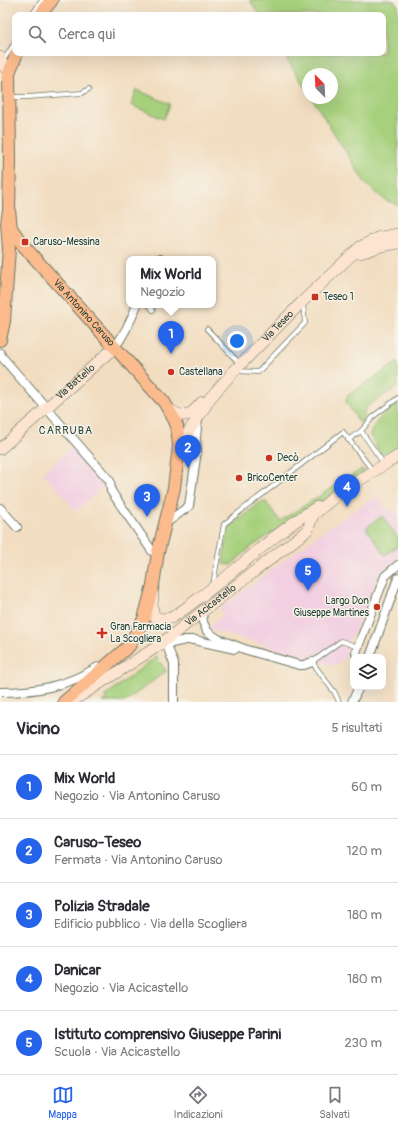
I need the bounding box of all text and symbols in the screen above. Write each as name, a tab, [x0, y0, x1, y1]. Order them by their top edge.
search box	[12, 12, 386, 56]
icon: search	[26, 23, 48, 45]
text: Cerca qui	[58, 25, 115, 44]
north arrow	[302, 68, 338, 104]
place label: Caruso-Messina	[33, 236, 100, 248]
marker: Caruso-Messina	[20, 237, 30, 247]
popup	[126, 256, 216, 308]
text: Mix World	[140, 265, 202, 284]
street label: Via Antonino Caruso	[51, 277, 117, 349]
text: Negozio	[140, 284, 185, 300]
place label: Teseo 1	[323, 291, 354, 303]
marker: Teseo 1	[310, 292, 320, 302]
street label: Via Teseo	[260, 308, 297, 345]
pin: 1	[158, 321, 184, 354]
your location	[227, 331, 247, 351]
street label: Via Battello	[54, 361, 98, 402]
place label: Castellana	[179, 366, 223, 378]
marker: Castellana	[166, 367, 176, 377]
district label: CARRUBA	[39, 424, 93, 437]
pin: 2	[175, 435, 201, 468]
place label: Decò	[277, 452, 299, 464]
marker: Decò	[264, 453, 274, 463]
place label: BricoCenter	[247, 472, 298, 484]
marker: BricoCenter	[234, 473, 244, 483]
pin: 4	[334, 474, 360, 507]
pin: 3	[134, 484, 160, 517]
pin: 5	[295, 558, 321, 591]
street label: Via Acicastello	[183, 581, 239, 629]
place label: Largo Don Giuseppe Martines	[293, 595, 370, 619]
marker: Largo Don Giuseppe Martines	[372, 602, 382, 612]
place label: Gran Farmacia La Scogliera	[110, 621, 171, 645]
marker: Gran Farmacia La Scogliera	[97, 628, 107, 638]
map controls	[350, 654, 386, 690]
button: layers	[350, 654, 386, 690]
text: Vicino	[16, 718, 60, 739]
text: 5 risultati	[332, 720, 382, 736]
text: Mix World	[54, 769, 115, 788]
text: 1	[26, 779, 32, 795]
text: 60 m	[351, 779, 382, 795]
text: Negozio · Via Antonino Caruso	[54, 788, 220, 804]
text: Caruso-Teseo	[54, 833, 141, 852]
text: 2	[25, 843, 33, 859]
text: 120 m	[346, 843, 382, 859]
text: Fermata · Via Antonino Caruso	[54, 852, 223, 868]
text: Polizia Stradale	[54, 897, 150, 916]
text: 3	[25, 907, 33, 923]
text: 180 m	[347, 907, 382, 923]
text: Edificio pubblico · Via della Scogliera	[54, 916, 247, 932]
text: Danicar	[54, 961, 101, 980]
text: 4	[25, 971, 33, 987]
text: 180 m	[347, 971, 382, 987]
text: Negozio · Via Acicastello	[54, 980, 188, 996]
text: Istituto comprensivo Giuseppe Parini	[54, 1025, 281, 1044]
text: 5	[25, 1035, 33, 1051]
text: 230 m	[345, 1035, 382, 1051]
text: Scuola · Via Acicastello	[54, 1044, 180, 1060]
tab: Mappa	[48, 1084, 77, 1121]
tab: Indicazioni	[174, 1084, 223, 1121]
tab: Salvati	[319, 1084, 350, 1121]

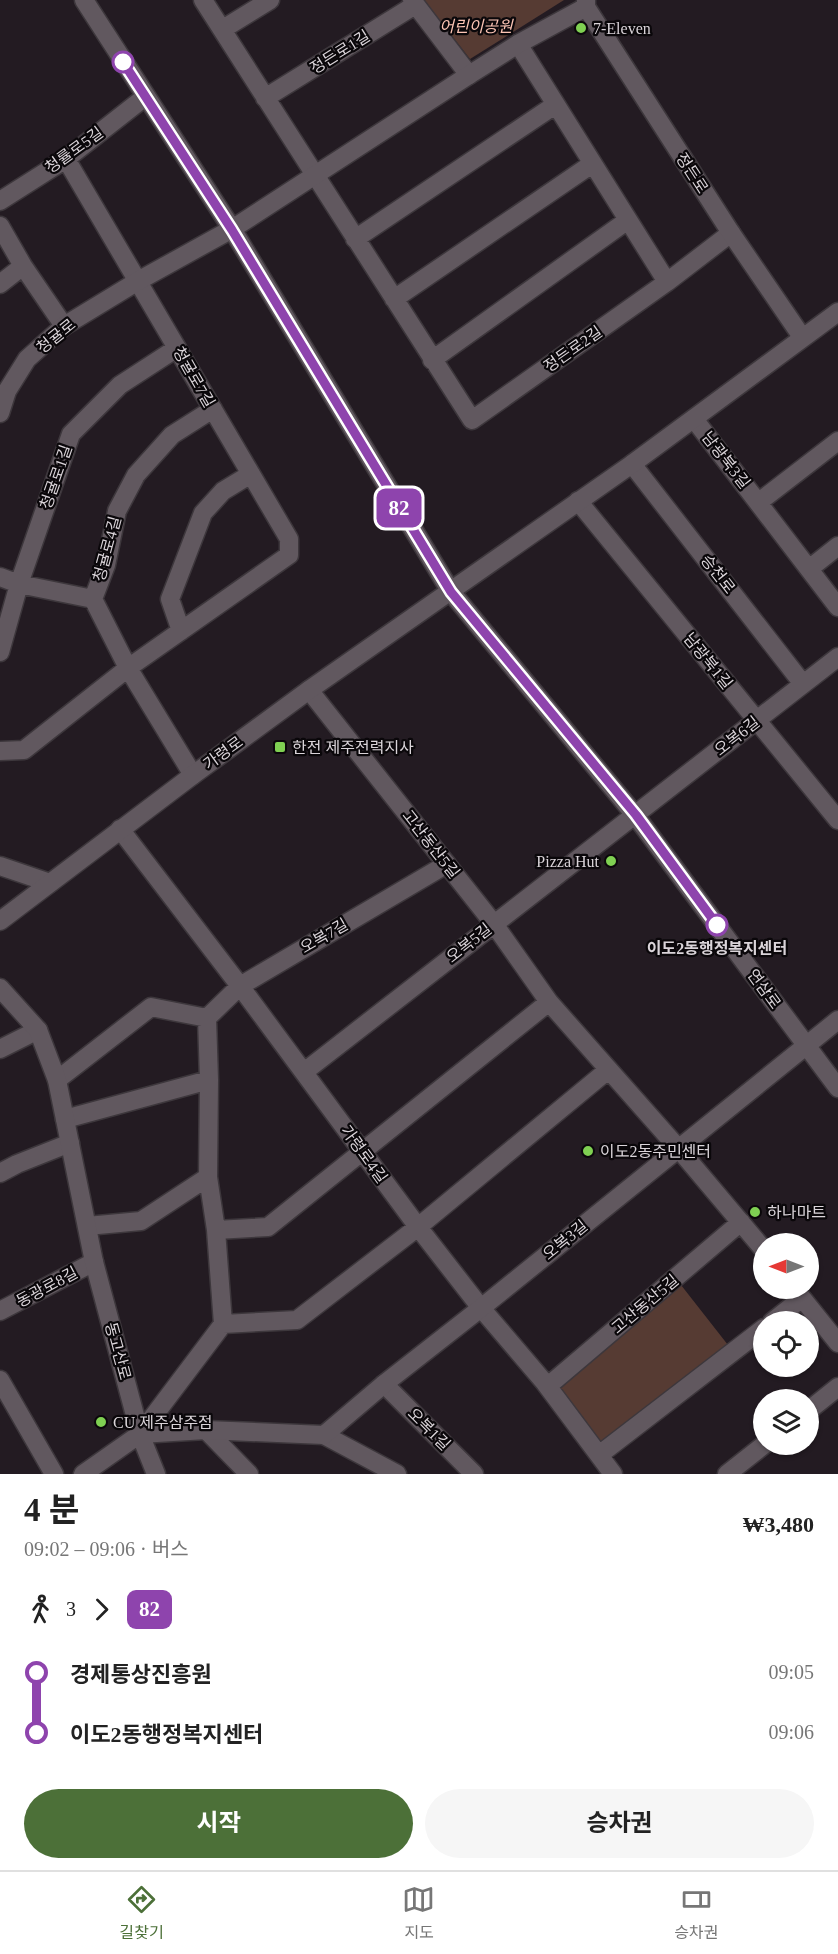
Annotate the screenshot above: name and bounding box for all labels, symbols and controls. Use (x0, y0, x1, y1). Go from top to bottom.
park label: 어린이공원 (439, 18, 514, 35)
place label: 7-Eleven (593, 20, 651, 37)
marker: 7-Eleven (574, 21, 588, 35)
street label: 정든로1길 (307, 27, 373, 77)
unlabelled marker (112, 51, 134, 73)
street label: 청률로5길 (42, 123, 106, 177)
street label: 정든로 (673, 150, 711, 196)
street label: 청귤로 (33, 315, 79, 357)
street label: 정든로2길 (541, 323, 605, 375)
street label: 청귤로7길 (170, 344, 218, 410)
street label: 남광북3길 (699, 428, 753, 492)
street label: 청귤로1길 (37, 443, 75, 511)
line badge: 82 (372, 488, 426, 528)
text: 82 (389, 496, 410, 520)
street label: 청귤로4길 (90, 514, 124, 584)
street label: 승천로 (698, 551, 738, 597)
street label: 남광북1길 (680, 630, 736, 692)
street label: 오복6길 (711, 713, 763, 759)
street label: 가령로 (200, 733, 246, 773)
place label: 한전 제주전력지사 (292, 739, 414, 756)
marker: 한전 제주전력지사 (273, 740, 287, 754)
street label: 고산동산5길 (399, 807, 463, 881)
place label: Pizza Hut (536, 853, 600, 870)
marker: Pizza Hut (604, 854, 618, 868)
marker: 이도2동행정복지센터 (706, 914, 728, 936)
street label: 오복7길 (297, 916, 351, 956)
street label: 오복5길 (443, 920, 495, 966)
place label: 이도2동행정복지센터 (647, 940, 787, 957)
street label: 연삼로 (744, 966, 784, 1012)
street label: 가령로4길 (337, 1122, 391, 1186)
place label: 이도2동주민센터 (600, 1143, 711, 1160)
marker: 이도2동주민센터 (581, 1144, 595, 1158)
place label: 하나마트 (767, 1204, 826, 1221)
marker: 하나마트 (748, 1205, 762, 1219)
street label: 오복3길 (539, 1217, 591, 1263)
north arrow (753, 1233, 819, 1299)
map controls (753, 1233, 819, 1455)
street label: 동광로8길 (13, 1264, 81, 1310)
street label: 고산동산5길 (608, 1271, 682, 1337)
button: locate (753, 1311, 819, 1377)
street label: 동고산로 (102, 1320, 134, 1382)
button: layers (753, 1389, 819, 1455)
street label: 오복1길 (405, 1405, 453, 1453)
place label: CU 제주삼주점 (113, 1414, 213, 1431)
marker: CU 제주삼주점 (94, 1415, 108, 1429)
text: 4 분 (24, 1492, 79, 1528)
text: ₩3,480 (743, 1512, 814, 1537)
text: 09:02 – 09:06 · 버스 (24, 1538, 189, 1560)
icon: walk (24, 1593, 57, 1626)
icon: forward (85, 1593, 118, 1626)
text: 82 (139, 1597, 160, 1621)
text: 3 (66, 1598, 76, 1620)
text: 09:05 (768, 1661, 814, 1683)
text: 경제통상진흥원 (70, 1662, 212, 1687)
text: 09:06 (768, 1721, 814, 1743)
text: 이도2동행정복지센터 (70, 1722, 263, 1747)
button: 시작 (24, 1789, 413, 1858)
button: 승차권 (425, 1789, 814, 1858)
tab: 길찾기 (119, 1883, 164, 1943)
tab: 지도 (402, 1883, 435, 1943)
tab: 승차권 (674, 1883, 719, 1943)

### The task
Repeat the listing above in full, exactly, and omit its pictures.

### Exercise output
I need the bounding box of all text and symbols in the screen above. Write each as name, a tab, [x0, y0, x1, y1]. Order them by their top edge.
search box	[12, 12, 386, 56]
icon: search	[26, 23, 48, 45]
text: Cerca qui	[58, 25, 115, 44]
north arrow	[302, 68, 338, 104]
place label: Caruso-Messina	[33, 236, 100, 248]
marker: Caruso-Messina	[20, 237, 30, 247]
popup	[126, 256, 216, 308]
text: Mix World	[140, 265, 202, 284]
street label: Via Antonino Caruso	[51, 277, 117, 349]
text: Negozio	[140, 284, 185, 300]
place label: Teseo 1	[323, 291, 354, 303]
marker: Teseo 1	[310, 292, 320, 302]
street label: Via Teseo	[260, 308, 297, 345]
pin: 1	[158, 321, 184, 354]
your location	[227, 331, 247, 351]
street label: Via Battello	[54, 361, 98, 402]
place label: Castellana	[179, 366, 223, 378]
marker: Castellana	[166, 367, 176, 377]
district label: CARRUBA	[39, 424, 93, 437]
pin: 2	[175, 435, 201, 468]
place label: Decò	[277, 452, 299, 464]
marker: Decò	[264, 453, 274, 463]
place label: BricoCenter	[247, 472, 298, 484]
marker: BricoCenter	[234, 473, 244, 483]
pin: 4	[334, 474, 360, 507]
pin: 3	[134, 484, 160, 517]
pin: 5	[295, 558, 321, 591]
street label: Via Acicastello	[183, 581, 239, 629]
place label: Largo Don Giuseppe Martines	[293, 595, 370, 619]
marker: Largo Don Giuseppe Martines	[372, 602, 382, 612]
place label: Gran Farmacia La Scogliera	[110, 621, 171, 645]
marker: Gran Farmacia La Scogliera	[97, 628, 107, 638]
map controls	[350, 654, 386, 690]
button: layers	[350, 654, 386, 690]
text: Vicino	[16, 718, 60, 739]
text: 5 risultati	[332, 720, 382, 736]
text: Mix World	[54, 769, 115, 788]
text: 1	[26, 779, 32, 795]
text: 60 m	[351, 779, 382, 795]
text: Negozio · Via Antonino Caruso	[54, 788, 220, 804]
text: Caruso-Teseo	[54, 833, 141, 852]
text: 2	[25, 843, 33, 859]
text: 120 m	[346, 843, 382, 859]
text: Fermata · Via Antonino Caruso	[54, 852, 223, 868]
text: Polizia Stradale	[54, 897, 150, 916]
text: 3	[25, 907, 33, 923]
text: 180 m	[347, 907, 382, 923]
text: Edificio pubblico · Via della Scogliera	[54, 916, 247, 932]
text: Danicar	[54, 961, 101, 980]
text: 4	[25, 971, 33, 987]
text: 180 m	[347, 971, 382, 987]
text: Negozio · Via Acicastello	[54, 980, 188, 996]
text: Istituto comprensivo Giuseppe Parini	[54, 1025, 281, 1044]
text: 5	[25, 1035, 33, 1051]
text: 230 m	[345, 1035, 382, 1051]
text: Scuola · Via Acicastello	[54, 1044, 180, 1060]
tab: Mappa	[48, 1084, 77, 1121]
tab: Indicazioni	[174, 1084, 223, 1121]
tab: Salvati	[319, 1084, 350, 1121]

Annotate the screenshot above: name and bounding box for all labels, symbols and controls. Use (x0, y0, x1, y1). Go from top to bottom.
park label: 어린이공원 (439, 18, 514, 35)
place label: 7-Eleven (593, 20, 651, 37)
marker: 7-Eleven (574, 21, 588, 35)
street label: 정든로1길 (307, 27, 373, 77)
unlabelled marker (112, 51, 134, 73)
street label: 청률로5길 (42, 123, 106, 177)
street label: 정든로 (673, 150, 711, 196)
street label: 청귤로 (33, 315, 79, 357)
street label: 정든로2길 (541, 323, 605, 375)
street label: 청귤로7길 (170, 344, 218, 410)
street label: 남광북3길 (699, 428, 753, 492)
street label: 청귤로1길 (37, 443, 75, 511)
line badge: 82 (372, 488, 426, 528)
text: 82 (389, 496, 410, 520)
street label: 청귤로4길 (90, 514, 124, 584)
street label: 승천로 (698, 551, 738, 597)
street label: 남광북1길 (680, 630, 736, 692)
street label: 오복6길 (711, 713, 763, 759)
street label: 가령로 (200, 733, 246, 773)
place label: 한전 제주전력지사 (292, 739, 414, 756)
marker: 한전 제주전력지사 (273, 740, 287, 754)
street label: 고산동산5길 (399, 807, 463, 881)
place label: Pizza Hut (536, 853, 600, 870)
marker: Pizza Hut (604, 854, 618, 868)
marker: 이도2동행정복지센터 (706, 914, 728, 936)
street label: 오복7길 (297, 916, 351, 956)
street label: 오복5길 (443, 920, 495, 966)
place label: 이도2동행정복지센터 (647, 940, 787, 957)
street label: 연삼로 (744, 966, 784, 1012)
street label: 가령로4길 (337, 1122, 391, 1186)
place label: 이도2동주민센터 (600, 1143, 711, 1160)
marker: 이도2동주민센터 (581, 1144, 595, 1158)
place label: 하나마트 (767, 1204, 826, 1221)
marker: 하나마트 (748, 1205, 762, 1219)
street label: 오복3길 (539, 1217, 591, 1263)
north arrow (753, 1233, 819, 1299)
map controls (753, 1233, 819, 1455)
street label: 동광로8길 (13, 1264, 81, 1310)
street label: 고산동산5길 (608, 1271, 682, 1337)
button: locate (753, 1311, 819, 1377)
street label: 동고산로 (102, 1320, 134, 1382)
button: layers (753, 1389, 819, 1455)
street label: 오복1길 (405, 1405, 453, 1453)
place label: CU 제주삼주점 (113, 1414, 213, 1431)
marker: CU 제주삼주점 (94, 1415, 108, 1429)
text: 4 분 (24, 1492, 79, 1528)
text: ₩3,480 (743, 1512, 814, 1537)
text: 09:02 – 09:06 · 버스 (24, 1538, 189, 1560)
icon: walk (24, 1593, 57, 1626)
icon: forward (85, 1593, 118, 1626)
text: 82 (139, 1597, 160, 1621)
text: 3 (66, 1598, 76, 1620)
text: 09:05 (768, 1661, 814, 1683)
text: 경제통상진흥원 (70, 1662, 212, 1687)
text: 09:06 (768, 1721, 814, 1743)
text: 이도2동행정복지센터 (70, 1722, 263, 1747)
button: 시작 (24, 1789, 413, 1858)
button: 승차권 (425, 1789, 814, 1858)
tab: 길찾기 (119, 1883, 164, 1943)
tab: 지도 (402, 1883, 435, 1943)
tab: 승차권 (674, 1883, 719, 1943)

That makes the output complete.